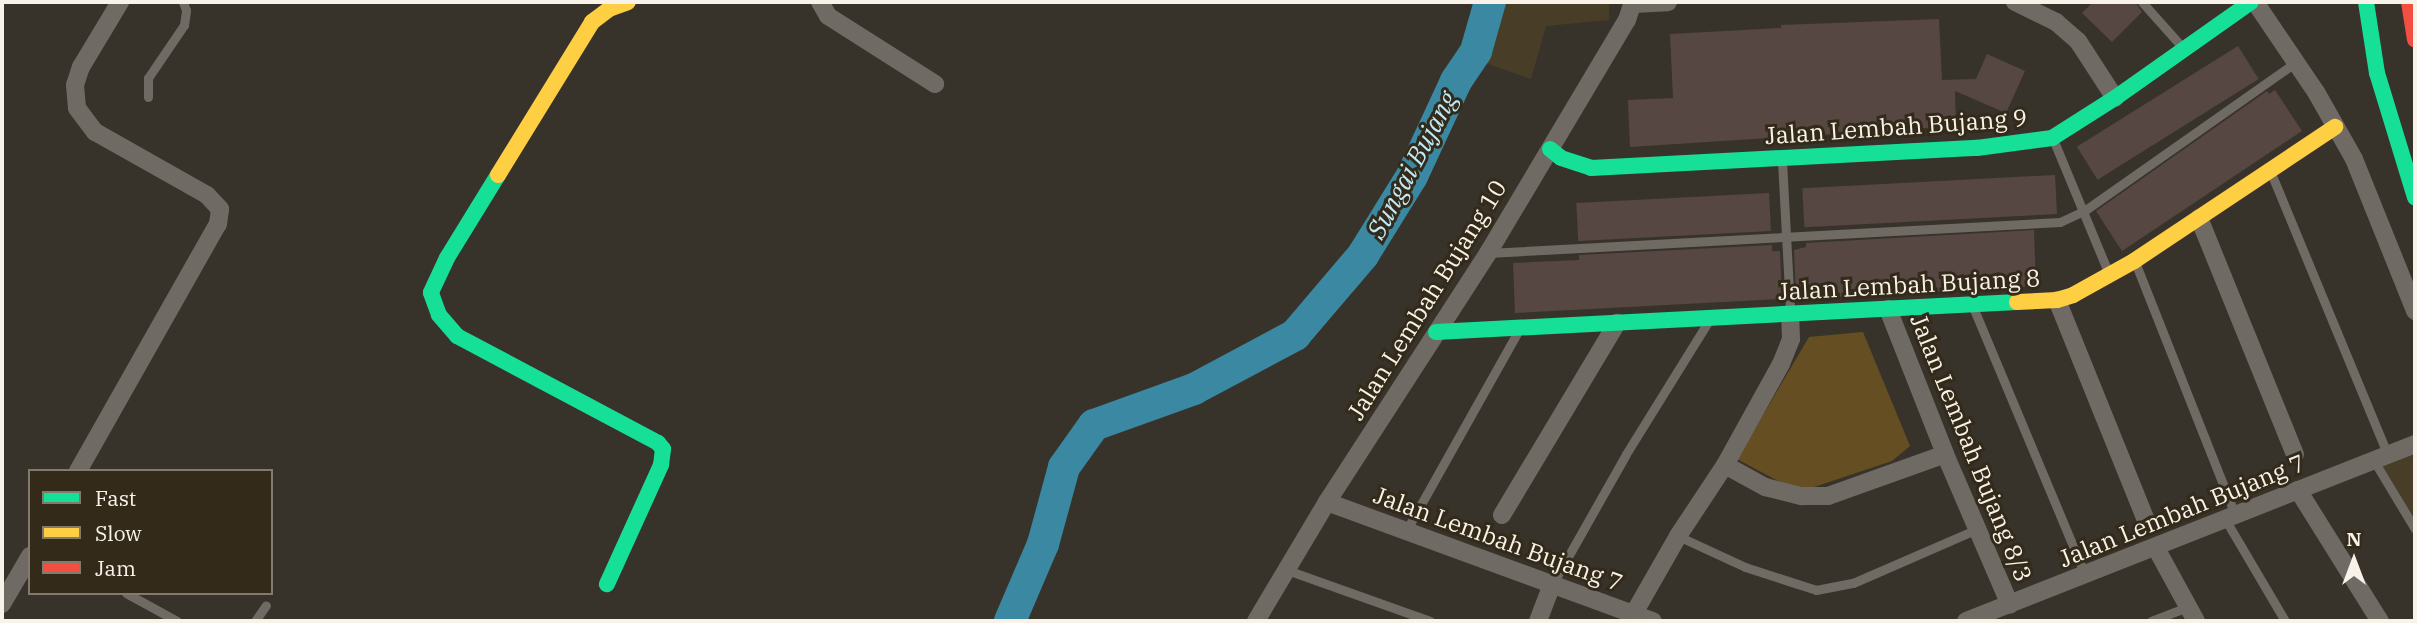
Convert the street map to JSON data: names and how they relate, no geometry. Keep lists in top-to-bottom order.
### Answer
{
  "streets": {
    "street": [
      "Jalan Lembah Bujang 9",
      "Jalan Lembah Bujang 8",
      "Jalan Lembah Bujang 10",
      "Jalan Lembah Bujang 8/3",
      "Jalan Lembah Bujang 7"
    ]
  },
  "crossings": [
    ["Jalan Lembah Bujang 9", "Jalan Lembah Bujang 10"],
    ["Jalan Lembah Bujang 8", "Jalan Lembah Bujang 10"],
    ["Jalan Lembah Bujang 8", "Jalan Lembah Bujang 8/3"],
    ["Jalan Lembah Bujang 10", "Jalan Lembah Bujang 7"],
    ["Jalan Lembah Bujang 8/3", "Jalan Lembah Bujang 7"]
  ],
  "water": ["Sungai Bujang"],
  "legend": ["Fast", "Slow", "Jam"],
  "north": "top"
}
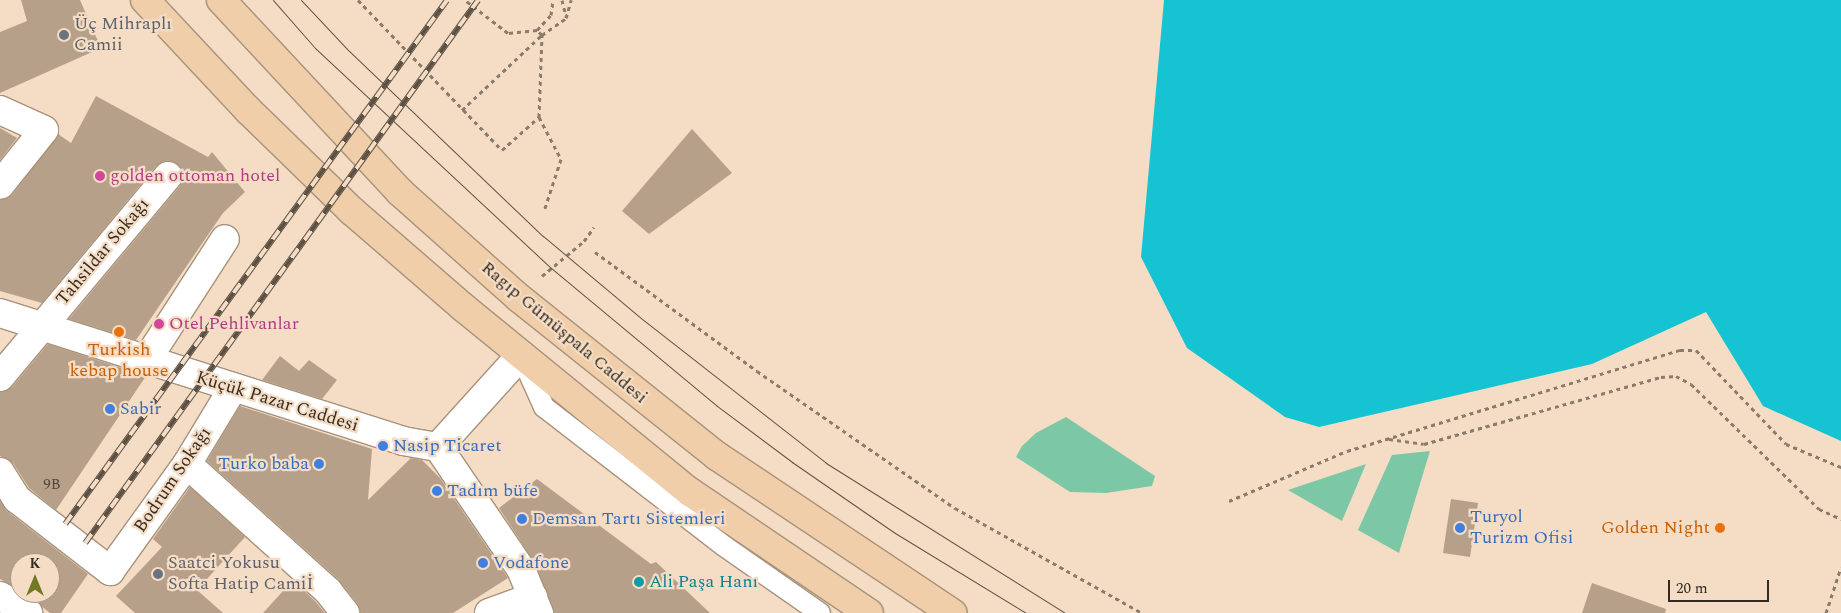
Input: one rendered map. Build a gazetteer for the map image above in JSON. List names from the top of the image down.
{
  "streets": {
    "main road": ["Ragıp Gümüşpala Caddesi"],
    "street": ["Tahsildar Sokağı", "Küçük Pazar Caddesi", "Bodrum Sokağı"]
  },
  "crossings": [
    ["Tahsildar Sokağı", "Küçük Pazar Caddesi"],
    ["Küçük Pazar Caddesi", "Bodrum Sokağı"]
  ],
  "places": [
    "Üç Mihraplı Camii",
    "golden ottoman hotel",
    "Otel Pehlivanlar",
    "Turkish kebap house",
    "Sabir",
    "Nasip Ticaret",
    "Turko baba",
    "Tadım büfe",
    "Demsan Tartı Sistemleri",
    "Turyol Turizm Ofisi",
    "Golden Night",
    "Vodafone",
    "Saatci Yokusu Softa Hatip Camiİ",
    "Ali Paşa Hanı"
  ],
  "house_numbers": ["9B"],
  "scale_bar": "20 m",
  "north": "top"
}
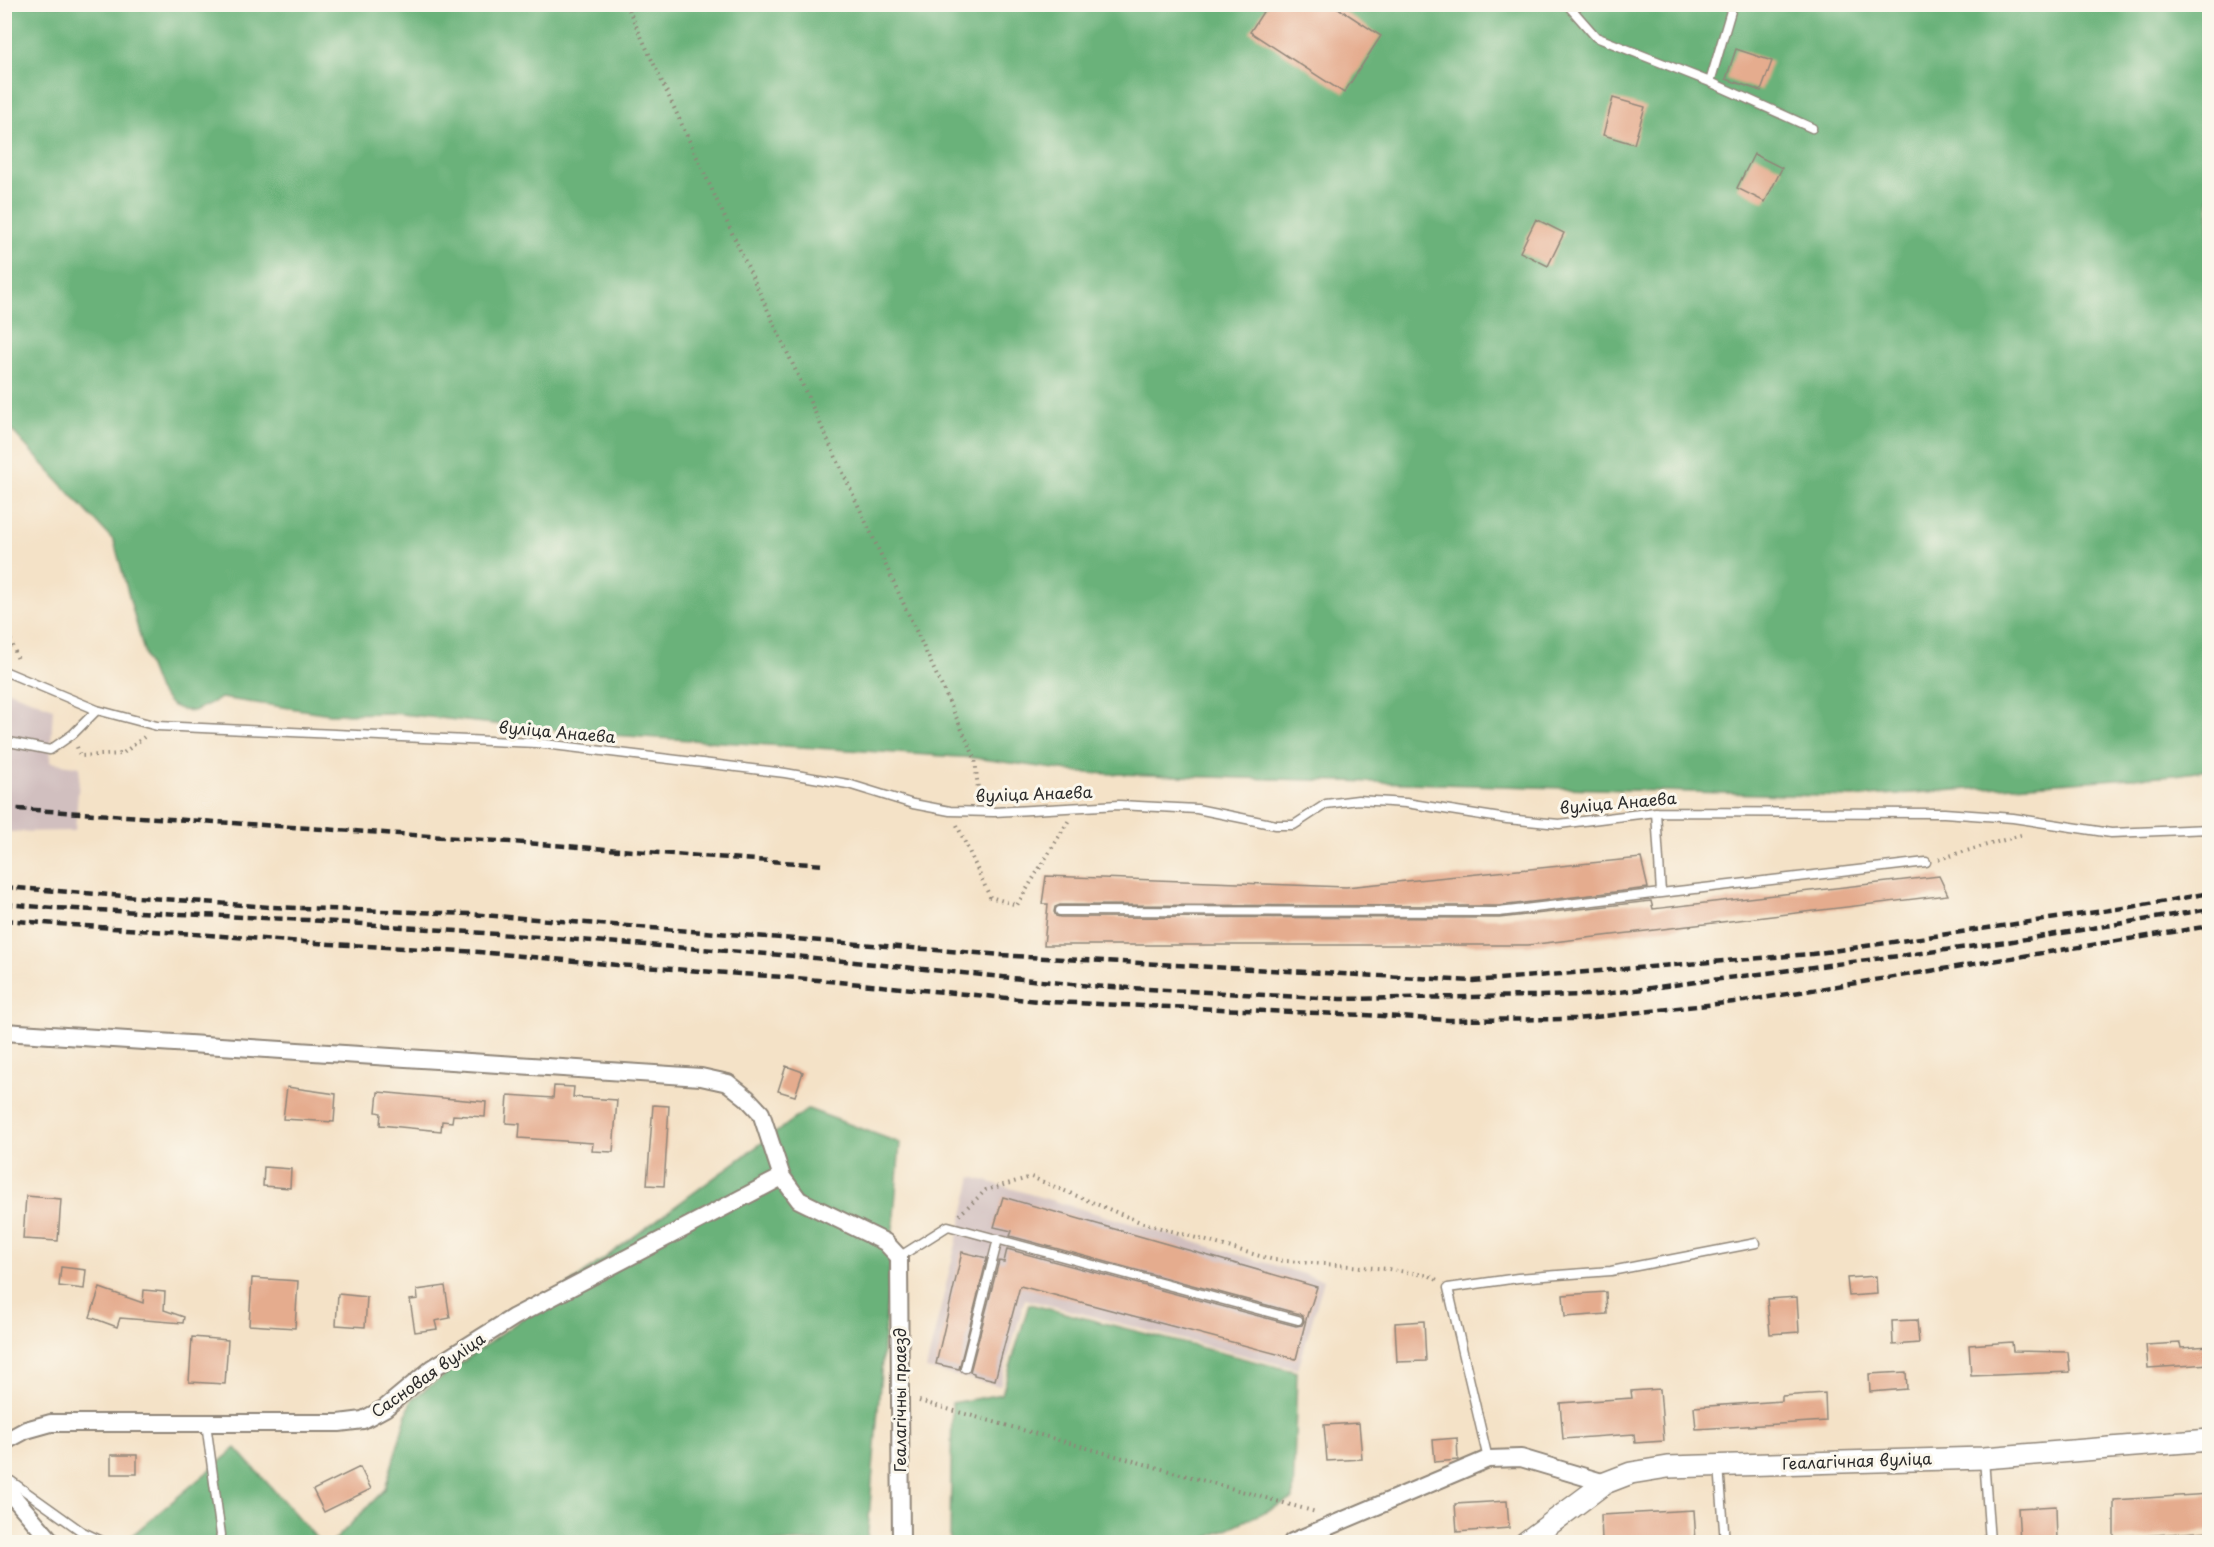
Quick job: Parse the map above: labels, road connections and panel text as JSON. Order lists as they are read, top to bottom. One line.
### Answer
- - -
- [What the exercise asks] Count the lines above that contain the word "lists". Give only the number.

- [Written answer] 2